The following is excerpted with permission from All Moms Work: Short-term Career Strategies for Long-range Success by Sharon Reed Abboud (Capital Books,

You may or may not be able to avoid paying for daycare if you are a telecommuter. Many companies require that another person is present and responsible for your child’s care if that child is a baby or preschooler. You may need to hire a nanny, au pair, etc., to help you with your child while you’re working. Why? In most jobs, it’s impossible to focus attention on your work if you’re trying to simultaneously work and care for your child. It isn’t fair to your employer or your child. You cannot maintain professional credibility if your baby has a melt down in the background while you’re talking to a client.

Kathleen J. Wu, a Dallas, TX, lawyer/partner and expert on issues facing women in the workplace, said it’s “absolutely” essential for telecommuters to have childcare while they’re working at home. “You can’t think with screaming kids in the background,” Wu said. “If you’ve ever tried to make a phone call with your kids in the house, you know this already. They could ignore you all day, but the minute you get on the phone, they have a crisis they absolutely must talk to you about. Besides, SpongeBob just isn’t a very good babysitter.”

At-Home Care

Most moms are okay with having on-site childcare because they enjoy working at home. The child’s caregiver can bring the baby to them for a feeding, and the mom can take breaks to spend time with their child. The best part is being able to observe the interaction between the child and the caregiver to see if it’s an optimal relationship. You may be able to hire a caregiver who also does housework, eliminating some of those chores for you and your spouse. Other moms choose to put their child or children in daycare.

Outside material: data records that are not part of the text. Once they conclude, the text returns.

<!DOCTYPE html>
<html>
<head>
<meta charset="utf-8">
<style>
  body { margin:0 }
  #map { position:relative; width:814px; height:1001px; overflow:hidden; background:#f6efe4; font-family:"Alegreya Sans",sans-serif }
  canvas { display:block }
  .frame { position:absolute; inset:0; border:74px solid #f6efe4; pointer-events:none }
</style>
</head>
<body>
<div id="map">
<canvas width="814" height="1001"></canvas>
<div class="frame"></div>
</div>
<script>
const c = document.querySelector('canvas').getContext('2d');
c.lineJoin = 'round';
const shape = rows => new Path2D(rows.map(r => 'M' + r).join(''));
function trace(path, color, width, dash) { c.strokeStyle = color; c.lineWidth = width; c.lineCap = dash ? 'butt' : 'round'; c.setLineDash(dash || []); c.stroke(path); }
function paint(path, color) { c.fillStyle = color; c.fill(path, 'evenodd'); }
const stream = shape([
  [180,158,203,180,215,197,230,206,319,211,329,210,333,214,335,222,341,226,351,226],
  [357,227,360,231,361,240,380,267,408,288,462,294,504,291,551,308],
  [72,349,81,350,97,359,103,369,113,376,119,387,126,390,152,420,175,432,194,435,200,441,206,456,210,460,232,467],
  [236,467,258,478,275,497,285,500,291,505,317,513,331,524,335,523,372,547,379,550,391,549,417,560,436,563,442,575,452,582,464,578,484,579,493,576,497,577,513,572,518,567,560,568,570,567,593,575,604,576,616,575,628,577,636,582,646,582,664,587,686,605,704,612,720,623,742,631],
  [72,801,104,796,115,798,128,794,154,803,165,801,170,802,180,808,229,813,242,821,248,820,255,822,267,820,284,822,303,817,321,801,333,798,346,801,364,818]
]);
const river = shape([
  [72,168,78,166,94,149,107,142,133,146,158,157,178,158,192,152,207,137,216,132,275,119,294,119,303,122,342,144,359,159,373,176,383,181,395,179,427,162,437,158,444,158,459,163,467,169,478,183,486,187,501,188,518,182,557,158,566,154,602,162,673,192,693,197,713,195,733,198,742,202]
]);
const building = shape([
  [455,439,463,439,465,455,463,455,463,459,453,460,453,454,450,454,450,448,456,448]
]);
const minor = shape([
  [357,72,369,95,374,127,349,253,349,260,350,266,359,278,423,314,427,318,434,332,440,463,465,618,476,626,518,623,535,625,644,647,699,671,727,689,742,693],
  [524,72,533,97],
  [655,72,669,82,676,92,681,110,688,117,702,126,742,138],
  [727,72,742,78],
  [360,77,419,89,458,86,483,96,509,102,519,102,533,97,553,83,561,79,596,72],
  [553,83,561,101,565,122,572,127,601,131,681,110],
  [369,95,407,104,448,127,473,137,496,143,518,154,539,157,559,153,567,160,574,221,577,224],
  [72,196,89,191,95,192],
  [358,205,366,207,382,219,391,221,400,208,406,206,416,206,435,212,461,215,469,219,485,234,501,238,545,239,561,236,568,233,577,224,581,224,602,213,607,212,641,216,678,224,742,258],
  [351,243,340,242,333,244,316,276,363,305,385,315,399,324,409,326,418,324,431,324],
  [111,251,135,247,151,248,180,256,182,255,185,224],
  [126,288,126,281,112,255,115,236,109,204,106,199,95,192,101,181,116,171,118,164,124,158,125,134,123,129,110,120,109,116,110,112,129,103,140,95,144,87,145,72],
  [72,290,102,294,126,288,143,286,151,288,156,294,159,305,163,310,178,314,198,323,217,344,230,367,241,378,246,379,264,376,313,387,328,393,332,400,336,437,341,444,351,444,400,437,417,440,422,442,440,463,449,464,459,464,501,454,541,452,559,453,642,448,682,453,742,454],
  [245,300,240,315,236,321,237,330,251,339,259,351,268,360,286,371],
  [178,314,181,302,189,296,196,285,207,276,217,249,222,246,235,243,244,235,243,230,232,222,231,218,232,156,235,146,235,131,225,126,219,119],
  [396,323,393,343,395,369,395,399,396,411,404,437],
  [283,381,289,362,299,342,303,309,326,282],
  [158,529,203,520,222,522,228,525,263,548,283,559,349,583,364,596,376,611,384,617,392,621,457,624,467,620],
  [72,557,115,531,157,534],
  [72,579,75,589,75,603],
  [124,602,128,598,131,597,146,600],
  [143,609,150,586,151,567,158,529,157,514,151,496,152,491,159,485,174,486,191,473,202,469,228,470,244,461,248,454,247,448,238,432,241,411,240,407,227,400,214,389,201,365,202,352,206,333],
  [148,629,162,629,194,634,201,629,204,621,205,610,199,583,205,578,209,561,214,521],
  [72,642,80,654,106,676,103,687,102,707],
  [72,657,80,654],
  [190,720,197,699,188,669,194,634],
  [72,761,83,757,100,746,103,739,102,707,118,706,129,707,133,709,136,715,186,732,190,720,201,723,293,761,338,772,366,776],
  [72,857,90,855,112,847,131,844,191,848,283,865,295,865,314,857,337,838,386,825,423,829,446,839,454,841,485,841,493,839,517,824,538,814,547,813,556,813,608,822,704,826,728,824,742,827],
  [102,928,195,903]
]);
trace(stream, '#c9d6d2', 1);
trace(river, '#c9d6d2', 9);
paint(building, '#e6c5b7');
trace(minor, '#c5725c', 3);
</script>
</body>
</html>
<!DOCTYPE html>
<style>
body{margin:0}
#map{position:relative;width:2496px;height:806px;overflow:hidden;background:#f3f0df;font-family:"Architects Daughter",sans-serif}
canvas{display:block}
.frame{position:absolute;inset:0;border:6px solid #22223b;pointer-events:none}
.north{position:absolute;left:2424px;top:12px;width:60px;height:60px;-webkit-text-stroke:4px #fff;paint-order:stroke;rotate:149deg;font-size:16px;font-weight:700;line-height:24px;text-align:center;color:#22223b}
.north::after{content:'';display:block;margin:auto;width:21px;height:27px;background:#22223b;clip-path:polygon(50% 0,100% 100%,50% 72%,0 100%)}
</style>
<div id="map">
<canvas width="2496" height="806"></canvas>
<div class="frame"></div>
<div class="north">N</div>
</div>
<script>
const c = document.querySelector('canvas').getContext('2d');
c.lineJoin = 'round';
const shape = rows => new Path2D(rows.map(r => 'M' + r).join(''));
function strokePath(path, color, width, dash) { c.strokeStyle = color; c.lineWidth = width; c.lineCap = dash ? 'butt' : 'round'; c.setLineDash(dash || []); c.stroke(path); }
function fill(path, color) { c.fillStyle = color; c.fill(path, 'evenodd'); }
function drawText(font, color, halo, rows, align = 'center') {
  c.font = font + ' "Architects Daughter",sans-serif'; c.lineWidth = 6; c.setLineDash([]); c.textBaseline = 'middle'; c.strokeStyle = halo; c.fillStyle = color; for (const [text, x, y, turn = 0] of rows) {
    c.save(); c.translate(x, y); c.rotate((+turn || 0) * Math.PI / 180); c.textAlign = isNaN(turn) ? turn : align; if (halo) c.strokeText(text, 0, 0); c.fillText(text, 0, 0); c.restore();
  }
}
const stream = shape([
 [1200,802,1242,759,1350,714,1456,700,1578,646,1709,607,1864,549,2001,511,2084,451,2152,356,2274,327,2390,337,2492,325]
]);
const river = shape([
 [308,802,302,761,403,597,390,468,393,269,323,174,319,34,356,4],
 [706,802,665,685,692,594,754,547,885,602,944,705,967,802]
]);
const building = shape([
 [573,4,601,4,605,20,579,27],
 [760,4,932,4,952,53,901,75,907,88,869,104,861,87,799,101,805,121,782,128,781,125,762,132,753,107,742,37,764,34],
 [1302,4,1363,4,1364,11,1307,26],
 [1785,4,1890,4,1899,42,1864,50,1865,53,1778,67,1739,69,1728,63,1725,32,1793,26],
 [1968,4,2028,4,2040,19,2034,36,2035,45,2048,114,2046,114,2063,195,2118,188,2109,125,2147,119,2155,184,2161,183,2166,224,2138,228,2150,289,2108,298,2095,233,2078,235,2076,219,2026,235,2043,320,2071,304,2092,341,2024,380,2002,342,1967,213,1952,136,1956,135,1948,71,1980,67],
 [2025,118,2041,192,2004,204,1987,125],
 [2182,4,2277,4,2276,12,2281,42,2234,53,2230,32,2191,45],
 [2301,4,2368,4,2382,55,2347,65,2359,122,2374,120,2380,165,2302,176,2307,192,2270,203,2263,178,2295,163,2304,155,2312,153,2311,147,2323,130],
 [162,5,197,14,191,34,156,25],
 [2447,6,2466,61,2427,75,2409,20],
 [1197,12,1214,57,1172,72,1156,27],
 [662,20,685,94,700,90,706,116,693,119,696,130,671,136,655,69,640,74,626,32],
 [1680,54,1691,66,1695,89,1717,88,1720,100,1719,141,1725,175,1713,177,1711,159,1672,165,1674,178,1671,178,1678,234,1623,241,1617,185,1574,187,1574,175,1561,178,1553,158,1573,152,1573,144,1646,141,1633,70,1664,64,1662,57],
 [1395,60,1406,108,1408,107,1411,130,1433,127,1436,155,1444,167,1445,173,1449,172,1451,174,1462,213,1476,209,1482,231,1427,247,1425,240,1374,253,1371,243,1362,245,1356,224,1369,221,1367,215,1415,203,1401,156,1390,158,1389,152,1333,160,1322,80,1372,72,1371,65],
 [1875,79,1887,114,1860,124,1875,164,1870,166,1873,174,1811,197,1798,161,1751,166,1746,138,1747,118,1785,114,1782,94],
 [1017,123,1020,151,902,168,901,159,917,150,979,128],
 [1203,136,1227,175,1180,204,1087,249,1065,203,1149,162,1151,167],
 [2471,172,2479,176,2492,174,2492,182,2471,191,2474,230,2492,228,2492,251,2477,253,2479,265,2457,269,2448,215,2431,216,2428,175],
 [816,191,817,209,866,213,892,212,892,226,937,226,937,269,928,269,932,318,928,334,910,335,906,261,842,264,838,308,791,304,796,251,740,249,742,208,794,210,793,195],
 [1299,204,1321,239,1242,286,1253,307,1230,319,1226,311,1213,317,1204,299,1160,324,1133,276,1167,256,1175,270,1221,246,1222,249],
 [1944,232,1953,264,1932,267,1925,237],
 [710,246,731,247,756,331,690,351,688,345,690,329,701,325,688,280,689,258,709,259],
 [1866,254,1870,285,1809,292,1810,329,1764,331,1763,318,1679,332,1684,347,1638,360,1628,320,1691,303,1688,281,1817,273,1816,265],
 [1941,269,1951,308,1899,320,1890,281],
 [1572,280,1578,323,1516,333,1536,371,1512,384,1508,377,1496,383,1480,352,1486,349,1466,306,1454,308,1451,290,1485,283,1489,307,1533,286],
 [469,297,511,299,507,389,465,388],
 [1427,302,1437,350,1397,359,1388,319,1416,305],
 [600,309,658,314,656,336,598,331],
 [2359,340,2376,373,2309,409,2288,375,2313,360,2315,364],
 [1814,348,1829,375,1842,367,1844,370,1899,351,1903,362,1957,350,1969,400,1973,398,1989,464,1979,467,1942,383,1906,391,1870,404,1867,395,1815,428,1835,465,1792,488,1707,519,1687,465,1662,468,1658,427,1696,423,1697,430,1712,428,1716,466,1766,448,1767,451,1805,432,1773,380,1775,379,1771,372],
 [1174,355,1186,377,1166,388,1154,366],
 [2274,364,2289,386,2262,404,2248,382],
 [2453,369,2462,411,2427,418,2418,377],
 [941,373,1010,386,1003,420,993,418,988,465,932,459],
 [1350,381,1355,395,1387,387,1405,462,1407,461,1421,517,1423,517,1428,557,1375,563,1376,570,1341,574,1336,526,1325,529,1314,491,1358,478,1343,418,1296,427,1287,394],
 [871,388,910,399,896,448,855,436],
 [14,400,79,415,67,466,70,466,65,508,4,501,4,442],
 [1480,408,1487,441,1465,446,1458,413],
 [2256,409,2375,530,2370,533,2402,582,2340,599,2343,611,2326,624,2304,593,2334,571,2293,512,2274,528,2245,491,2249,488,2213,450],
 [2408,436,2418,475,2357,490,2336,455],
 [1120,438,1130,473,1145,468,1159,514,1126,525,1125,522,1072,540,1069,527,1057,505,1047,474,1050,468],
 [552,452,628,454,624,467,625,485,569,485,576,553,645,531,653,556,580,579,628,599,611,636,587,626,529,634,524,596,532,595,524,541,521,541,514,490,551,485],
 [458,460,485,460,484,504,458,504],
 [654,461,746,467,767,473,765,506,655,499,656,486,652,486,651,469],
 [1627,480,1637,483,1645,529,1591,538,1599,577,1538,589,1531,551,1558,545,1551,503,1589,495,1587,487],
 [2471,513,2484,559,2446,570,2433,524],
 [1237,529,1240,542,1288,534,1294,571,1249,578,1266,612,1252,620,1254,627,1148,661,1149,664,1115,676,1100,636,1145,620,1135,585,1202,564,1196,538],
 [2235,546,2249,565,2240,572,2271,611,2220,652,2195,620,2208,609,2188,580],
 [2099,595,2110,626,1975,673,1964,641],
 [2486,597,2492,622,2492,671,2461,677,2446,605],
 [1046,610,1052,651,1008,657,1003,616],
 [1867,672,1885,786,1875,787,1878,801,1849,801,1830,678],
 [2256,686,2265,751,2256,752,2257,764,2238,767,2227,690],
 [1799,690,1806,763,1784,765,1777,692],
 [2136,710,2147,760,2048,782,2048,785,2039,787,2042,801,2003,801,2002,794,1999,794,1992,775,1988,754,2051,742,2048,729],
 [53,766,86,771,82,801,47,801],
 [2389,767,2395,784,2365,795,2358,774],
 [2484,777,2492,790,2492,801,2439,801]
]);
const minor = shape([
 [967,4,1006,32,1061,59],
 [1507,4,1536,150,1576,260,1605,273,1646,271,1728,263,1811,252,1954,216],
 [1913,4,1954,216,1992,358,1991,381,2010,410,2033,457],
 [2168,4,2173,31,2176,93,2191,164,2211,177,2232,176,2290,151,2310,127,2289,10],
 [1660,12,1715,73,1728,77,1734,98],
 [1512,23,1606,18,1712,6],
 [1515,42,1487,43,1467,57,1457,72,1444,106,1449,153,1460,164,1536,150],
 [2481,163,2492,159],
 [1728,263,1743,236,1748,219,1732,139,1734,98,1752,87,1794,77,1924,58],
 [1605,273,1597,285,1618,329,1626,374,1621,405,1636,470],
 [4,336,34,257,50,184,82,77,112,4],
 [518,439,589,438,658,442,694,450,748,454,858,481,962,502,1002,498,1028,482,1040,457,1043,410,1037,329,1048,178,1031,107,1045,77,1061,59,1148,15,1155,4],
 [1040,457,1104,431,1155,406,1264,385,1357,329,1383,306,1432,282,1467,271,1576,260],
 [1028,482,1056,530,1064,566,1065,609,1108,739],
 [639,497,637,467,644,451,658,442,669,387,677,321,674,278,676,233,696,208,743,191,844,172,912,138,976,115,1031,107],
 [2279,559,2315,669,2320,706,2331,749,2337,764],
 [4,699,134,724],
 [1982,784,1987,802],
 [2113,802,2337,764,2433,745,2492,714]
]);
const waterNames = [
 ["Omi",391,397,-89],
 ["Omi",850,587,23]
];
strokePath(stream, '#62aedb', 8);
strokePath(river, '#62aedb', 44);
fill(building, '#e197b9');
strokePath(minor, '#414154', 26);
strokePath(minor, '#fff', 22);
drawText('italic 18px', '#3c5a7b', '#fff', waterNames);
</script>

If you’re telecommuting part-time, you may be able to schedule your work around naps and your spouse’s schedule, depending upon the particular job and your child. Some children nap at predictable times—others are like the “Energizer Bunny” and take brief naps whenever. But what happens if your normally predictable child wakes up during a conference call? For this reason, most moms seek childcare for children under five or six.

Older Children

Telecommuting is a good option for moms with older children, according to Kellyanne Conway, president and CEO of The Polling Company/WomanTrend, based in Washington, DC and NYC.

“Telecommuting is not just for the new mom or the women whose children are in the pre-K tender-age range,” Conway said. “We have witnessed an increase in the number of women whose pre-teen and teenage children seem to need or desire a more direct and regular maternal presence during those at-risk hours between 3 and 6 p.m. structure their days to accommodate this.”

Split Shifts

Moms with school-age children might be able to telecommute without hiring childcare. Many stay-at-home career moms work during the hours that their children are in school. Some moms might work a later shift after their spouse returns home and takes over the supervision of the children; this often works well with telecommuters who interact with clients in other time zones. As a telecommuter, you may be able to arrange your workload so that you can attend school activities or work at home if your child is ill.